Siang itu, sekitar pukul 14.00 WIB, kami jalan kaki menuju Gumuk Kerang. Perjalanan dimulai dari warung Macapat yang terletak di jalan Kalimantan. Memang cukup jauh bila berjalan kaki. Biasa, alasan masih puasa menjadi penyebabnya. Namun, saya tatap ngotot agar perjalanan tetap dilanjutkan. Sebelumnya, Budi dan Dian Cetar mengajak naik Gumuk yang ada di belakang Fakultas Tekhnologi Pertanian Universitas Jember, karena Lokasinya lebih dekat. Tapi Gumuk Kerang lebih eksotis. 
 
Perjalanan: masih berada di dalam area kampus UJ (Dok. Budi)

Perjalanan ditempuh sekitar 30 menit. Biasa sambil ngobrol tidak jelas sepanjang jalan. Sehingga tidak terasa lama. Untuk mempercepat sampai ke tempat tujuan, kami melewati gang samping kantor radio Prosalina. Melewati jalan sempit di antara gedung, perkampungan dan perumahan. Sebenarnya, saya sendiri belum tahu pasti jalan terabasan menuju Gumuk Kerang. Pokoknya asal lewat. Sekalian membuat kesan baru tetang perjalanan dengan sengaja tersesat terlebih dahulu. 

Saya hanya pura-pura tahu, lokasi Gumuk Kerang, bila melalui jalur terabasan ini. Lebih tepatnya bergaya sok tahu. Tapi anehnya, Si Budi dan Dian Cetar percaya saja. Hanya ada sedikit rasa ragu di kedua mimik muka mereka. Saat itu, saya berada di garda depan. Seolah memimpin perjalanan. Dalam hati, semoga tidak tersesat. Hari itu, saya sedang beruntung. Perjalanan berlalu mulus sampai di lokasi Gumuk Kerang. 

Saya mencoba mengamati lokasi Gumuk Kerang dalam-dalam. Di lereng Gumuk Kerang ternyata ada tempat pemandian umum. Ini menunjukkan bahwa, gumuk berfungsi sebagai penampung resapan air. Masyarakat sekitar secara tidak langsung, baik sadar maupun tidak, telah memanfaatkan keberadaan gumuk. Beberapa kali kami berpapasan dengan Ibu-ibu yang sedang mencuci baju menggunakan air sumber dan Bapak-bapak selesai mandi. 

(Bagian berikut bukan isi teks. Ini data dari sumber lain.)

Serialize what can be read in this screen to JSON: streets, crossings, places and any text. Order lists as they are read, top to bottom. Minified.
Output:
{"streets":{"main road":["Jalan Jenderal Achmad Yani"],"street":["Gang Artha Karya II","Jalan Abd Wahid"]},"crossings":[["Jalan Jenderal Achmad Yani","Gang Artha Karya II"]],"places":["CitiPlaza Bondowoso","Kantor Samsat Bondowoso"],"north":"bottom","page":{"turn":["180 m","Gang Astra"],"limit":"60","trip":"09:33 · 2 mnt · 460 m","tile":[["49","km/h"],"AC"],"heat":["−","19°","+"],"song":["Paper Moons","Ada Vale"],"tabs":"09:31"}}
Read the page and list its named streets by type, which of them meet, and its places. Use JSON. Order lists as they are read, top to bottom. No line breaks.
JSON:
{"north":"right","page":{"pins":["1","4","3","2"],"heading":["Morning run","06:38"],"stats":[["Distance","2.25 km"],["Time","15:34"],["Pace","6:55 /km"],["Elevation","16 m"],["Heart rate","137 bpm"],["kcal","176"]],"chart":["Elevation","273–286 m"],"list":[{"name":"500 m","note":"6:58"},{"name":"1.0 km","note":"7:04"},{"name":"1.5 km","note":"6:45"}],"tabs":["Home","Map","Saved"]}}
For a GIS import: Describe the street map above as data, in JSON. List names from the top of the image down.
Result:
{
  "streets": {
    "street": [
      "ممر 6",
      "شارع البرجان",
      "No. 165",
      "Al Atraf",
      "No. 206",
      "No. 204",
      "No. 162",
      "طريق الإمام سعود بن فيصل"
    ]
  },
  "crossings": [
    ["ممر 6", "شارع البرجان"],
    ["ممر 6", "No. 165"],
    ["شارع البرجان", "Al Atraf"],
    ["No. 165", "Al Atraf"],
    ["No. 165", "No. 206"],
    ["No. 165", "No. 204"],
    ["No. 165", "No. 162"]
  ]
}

Saya juga melihat beberapa pusara di lereng Gumuk Kerang. Nama orang yang meninggal di nisan sudah tidak terlihat. Barangkali sudah sangat lama. Bagaimana sejarahnya saya belum tahu pasti. Namun di beberapa gumuk yang saya temui di Jember, memang terdapat pusara atau pekuburan orang meninggal.
Kami memang sudah sampai di lokasi Gumuk Kerang. Namun kami masih bingung jalan mendaki Gumuk Kerang yang memiliki ketinggian lebih dari 50 meter ini. Dari bawah gumuk terlihat menjulang tinggi dengan sudut kemiringan sekitar 45 derajat. Keputusan diambil dengan mengelilingi gumuk, sambil mencari jalan mendaki. Saya juga melihat, beberapa pohon sengon dan perkebunan warga dengan tanaman subsisten di lereng Gumuk Kerang. 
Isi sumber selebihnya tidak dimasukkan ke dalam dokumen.